/MEmoR

Code and dataset of "MEmoR: A Dataset for Multimodal Emotion Reasoning in Videos" in MM'20.

Primary LanguagePython

MEmoR

This is the official pytorch implementation for the paper "MEmoR: A Dataset for Multimodal Emotion Reasoning in Videos" in ACM Multimedia 2020."

Installation

  • Python 3.6
  • Clone this repo and install the python dependencies:
git clone https://github.com/sunlightsgy/MEmoR.git
cd MEmoR
pip install -r requirements.txt

Datasets

The MEmoR datasets are released on onedrive. You should download the License Agreement in this repo and send back to thusgy2012 at gmail.com. Then you will get the password. Once downloaded, please set a soft link to the MEmoR dataset:

ln -s /path/to/MEmoR data

Usage

The training and testing configures are set in train.json and test.json. To switch between the primary and fine-grained emotions, modified emo_type in these two files.

Training

python train.py -c train.json -d [gpu_id]

Testing

python test.py -c test.json -d [gpu_id] -r /path/to/model

The Pretrain Model

We provide a pretrained model for primary and fine-grained emotions in the data/pretrained on the downloaded datasets.

Citation

If you use this code or dataset for your research, please cite our papers.

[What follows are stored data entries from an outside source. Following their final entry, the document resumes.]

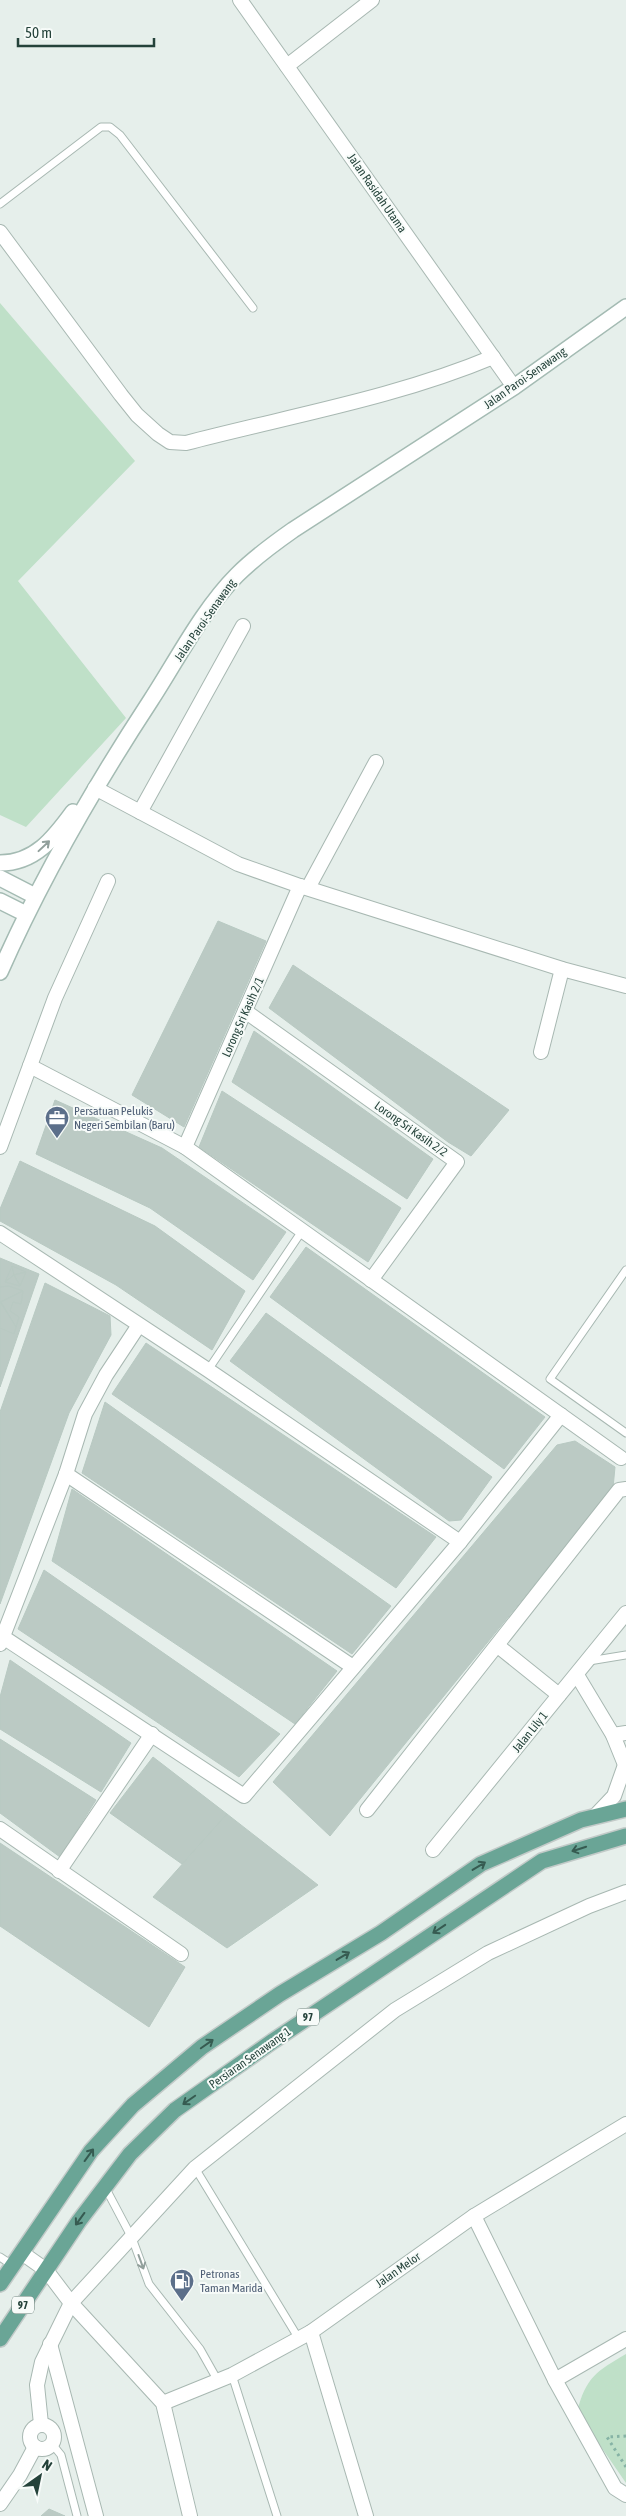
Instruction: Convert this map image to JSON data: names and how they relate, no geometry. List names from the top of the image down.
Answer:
{
  "streets": {
    "main road": ["Jalan Paroi-Senawang", "97", "Persiaran Senawang 1"],
    "street": [
      "Jalan Rasidah Utama",
      "Lorong Sri Kasih 2/1",
      "Lorong Sri Kasih 2/2",
      "Jalan Lily 1",
      "Jalan Melor"
    ]
  },
  "crossings": [
    ["Jalan Rasidah Utama", "Jalan Paroi-Senawang"],
    ["Lorong Sri Kasih 2/1", "Lorong Sri Kasih 2/2"]
  ],
  "places": {
    "office": ["Persatuan Pelukis Negeri Sembilan (Baru)"],
    "fuel station": ["Petronas Taman Marida"]
  },
  "scale_bar": "50 m",
  "north": "top right"
}
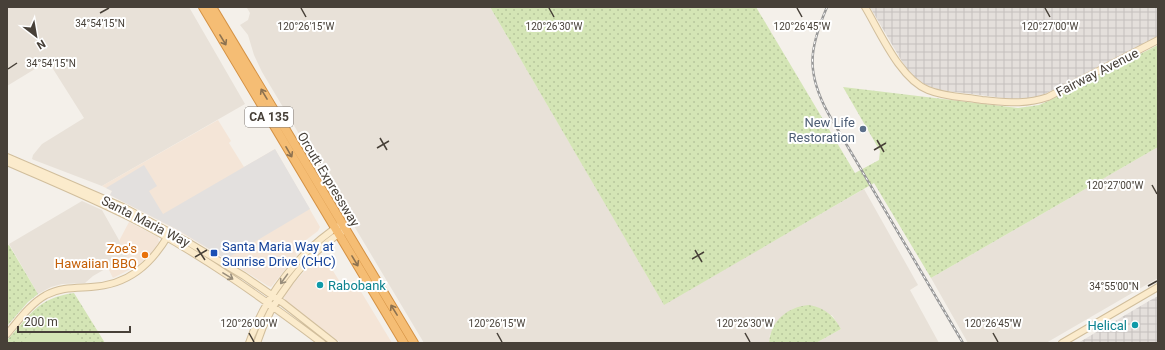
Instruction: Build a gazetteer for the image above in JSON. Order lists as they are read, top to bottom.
{
  "streets": {
    "highway": ["CA 135", "Orcutt Expressway"],
    "street": ["Fairway Avenue", "Santa Maria Way"]
  },
  "places": {
    "other": [
      "New Life Restoration",
      "Zoe's Hawaiian BBQ",
      "Rabobank",
      "Helical"
    ],
    "transit": ["Santa Maria Way at Sunrise Drive (CHC)"]
  },
  "scale_bar": "200 m",
  "north": "bottom right",
  "coordinates": [
    "34°54'15\"N",
    "120°26'15\"W",
    "120°26'30\"W",
    "120°26'45\"W",
    "120°27'00\"W",
    "34°55'00\"N",
    "120°26'00\"W"
  ]
}
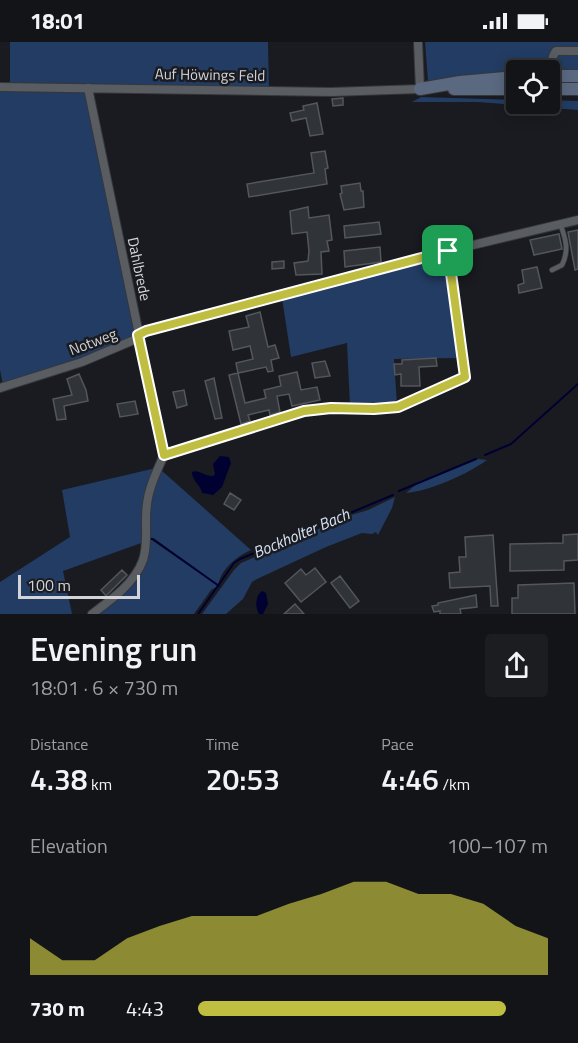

@inproceedings{shen2020memor,
  title={MEmoR: A Dataset for Multimodal Emotion Reasoning in Videos},
  author={Shen, Guangyao and Wang, Xin and Duan, Xuguang and Li, Hongzhi and Zhu, Wenwu},
  booktitle={Proceedings of the 28th ACM international conference on Multimedia},
  pages={493--502},
  year={2020},
  organization={ACM}
}

Acknowledgments

This project template is borrowed from the project PyTorch Template Project.